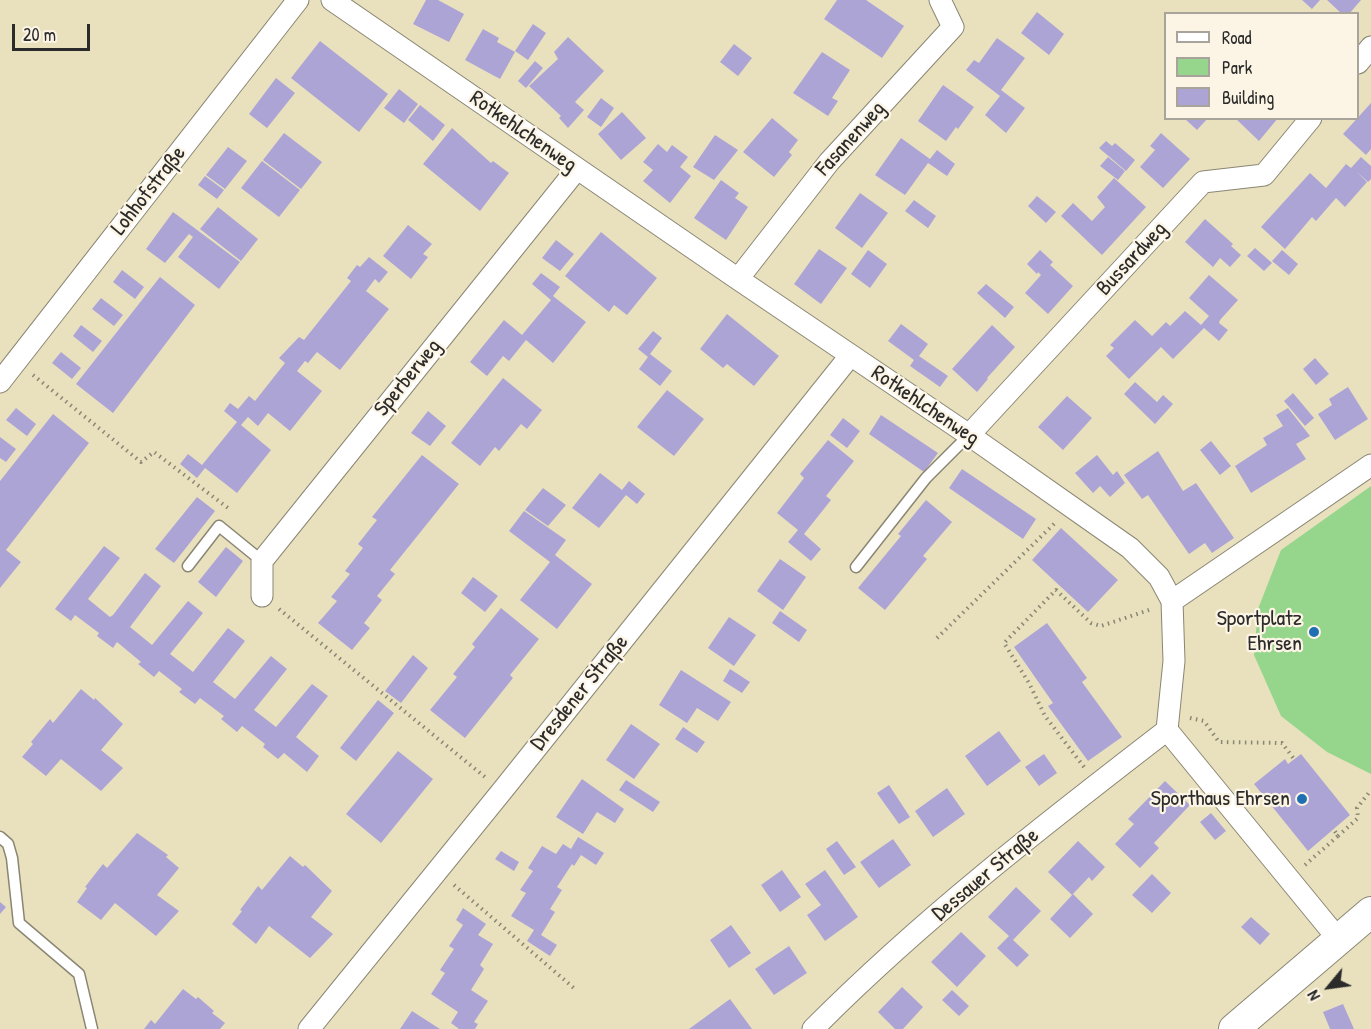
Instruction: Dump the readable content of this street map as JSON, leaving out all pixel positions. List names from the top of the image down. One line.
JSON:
{"streets":{"street":["Rotkehlchenweg","Fasanenweg","Lohhofstraße","Bussardweg","Sperberweg","Dresdener Straße","Dessauer Straße"]},"crossings":[["Rotkehlchenweg","Fasanenweg"],["Rotkehlchenweg","Bussardweg"],["Rotkehlchenweg","Sperberweg"],["Rotkehlchenweg","Dresdener Straße"],["Rotkehlchenweg","Dessauer Straße"]],"places":["Sportplatz Ehrsen","Sporthaus Ehrsen"],"legend":["Road","Park","Building"],"scale_bar":"20 m","north":"bottom left"}
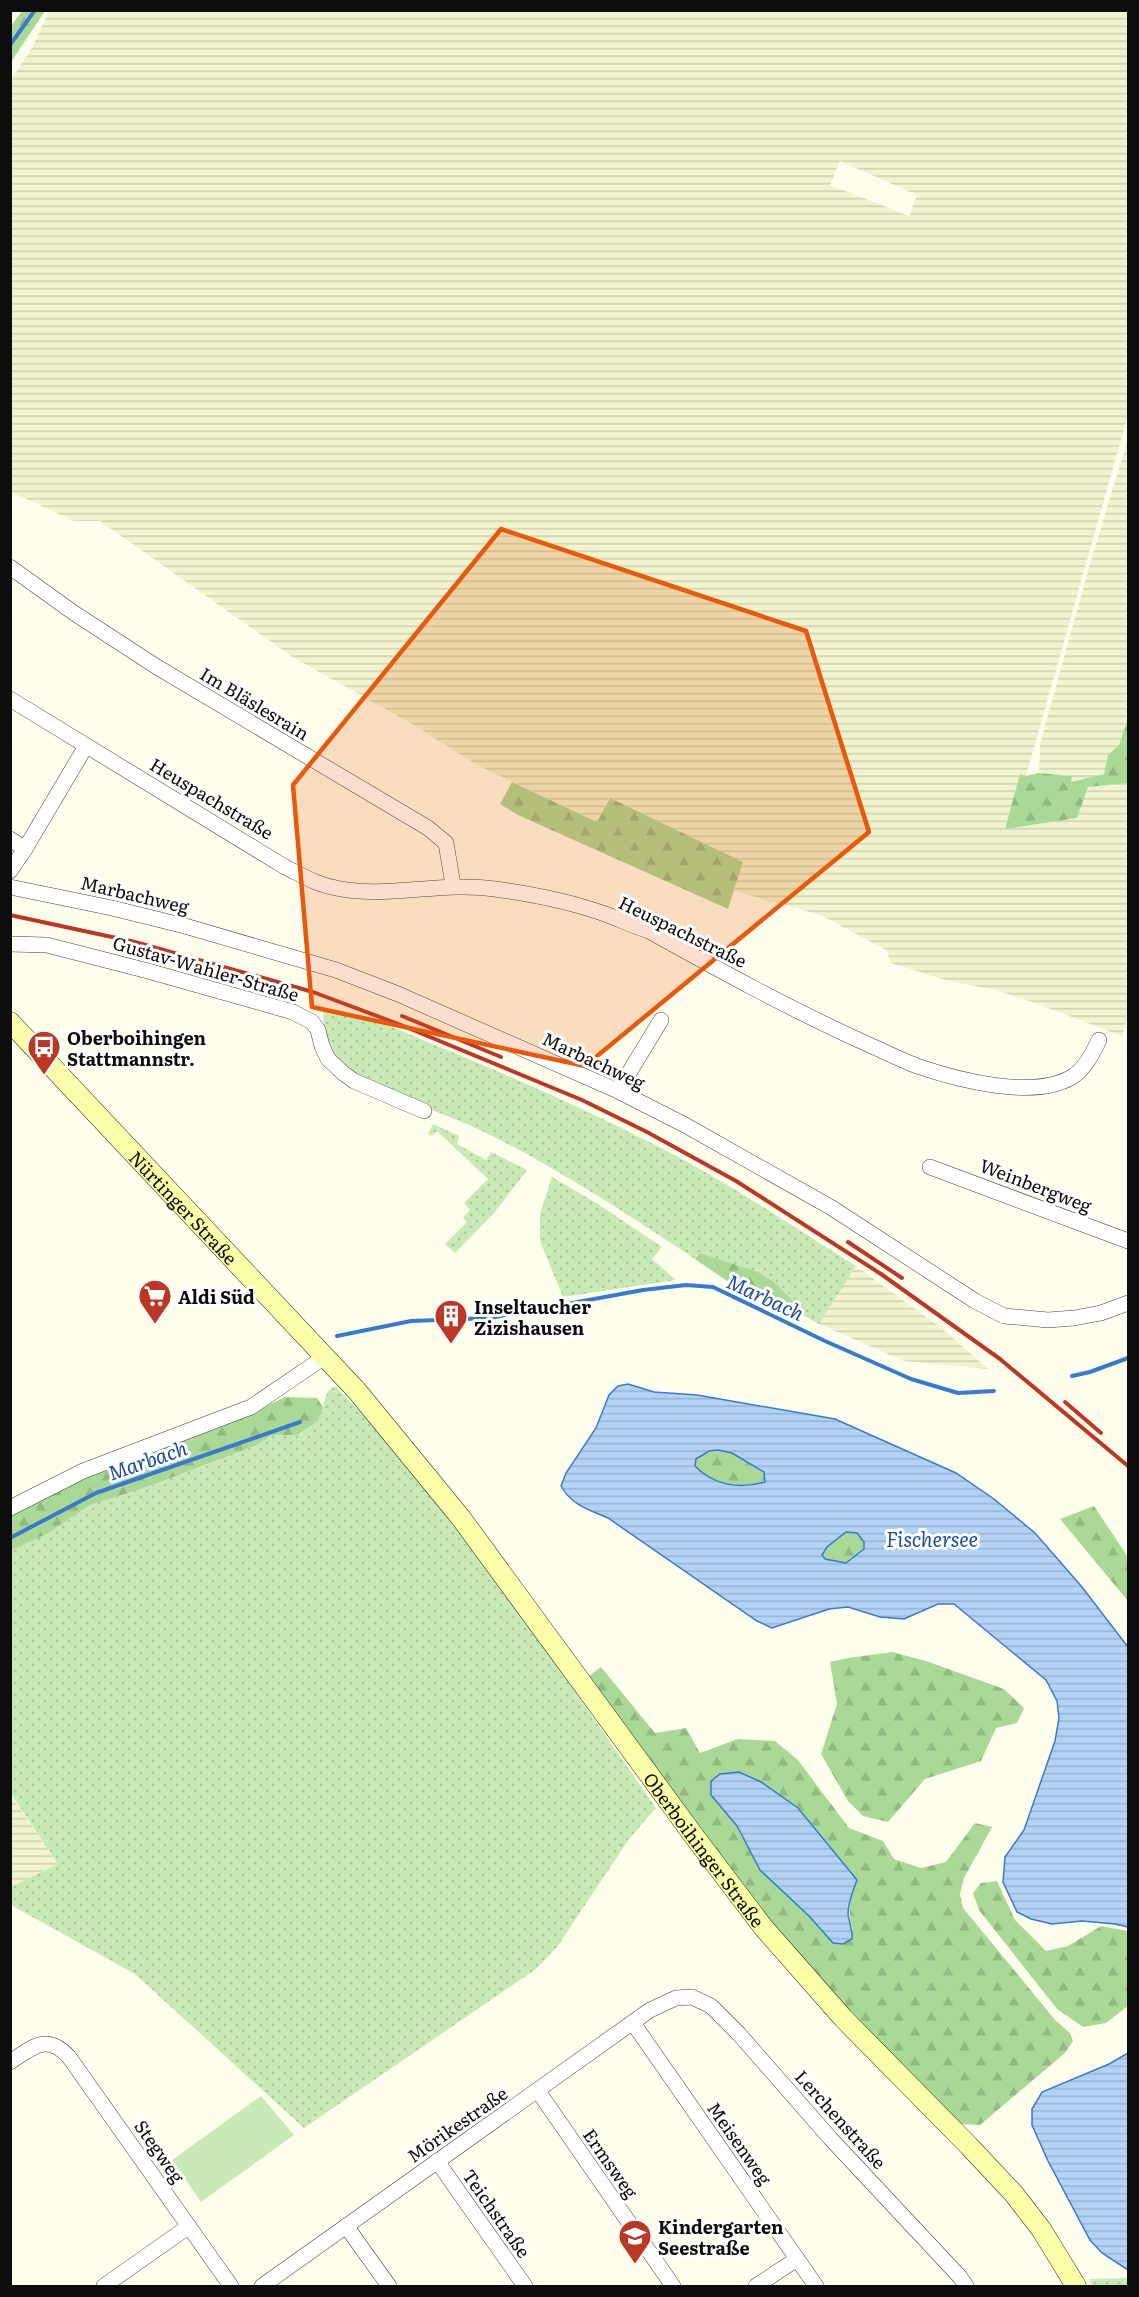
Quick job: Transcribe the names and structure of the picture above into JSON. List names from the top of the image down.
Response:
{
  "streets": {
    "main road": ["Nürtinger Straße", "Oberboihinger Straße"],
    "street": [
      "Im Bläslesrain",
      "Heuspachstraße",
      "Marbachweg",
      "Gustav-Wahler-Straße",
      "Weinbergweg",
      "Lerchenstraße",
      "Mörikestraße",
      "Meisenweg",
      "Stegweg",
      "Ermsweg",
      "Teichstraße"
    ]
  },
  "crossings": [
    ["Im Bläslesrain", "Heuspachstraße"],
    ["Nürtinger Straße", "Oberboihinger Straße"],
    ["Lerchenstraße", "Mörikestraße"],
    ["Mörikestraße", "Meisenweg"],
    ["Mörikestraße", "Ermsweg"],
    ["Mörikestraße", "Teichstraße"]
  ],
  "water": ["Marbach", "Fischersee"],
  "places": {
    "bus stop": ["Oberboihingen Stattmannstr."],
    "supermarket": ["Aldi Süd"],
    "building": ["Inseltaucher Zizishausen"],
    "school or university": ["Kindergarten Seestraße"]
  }
}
------------------------------------------------
▸ Task statement
Your answer should be each line of the data that contains the word "names", copied as it stands.

▸ Answer to this exercise
Instruction: Dump the readable content of this street map as JSON, leaving out all pixel positions. List names from the top of the image down. One line.
Quick job: Transcribe the names and structure of the picture above into JSON. List names from the top of the image down.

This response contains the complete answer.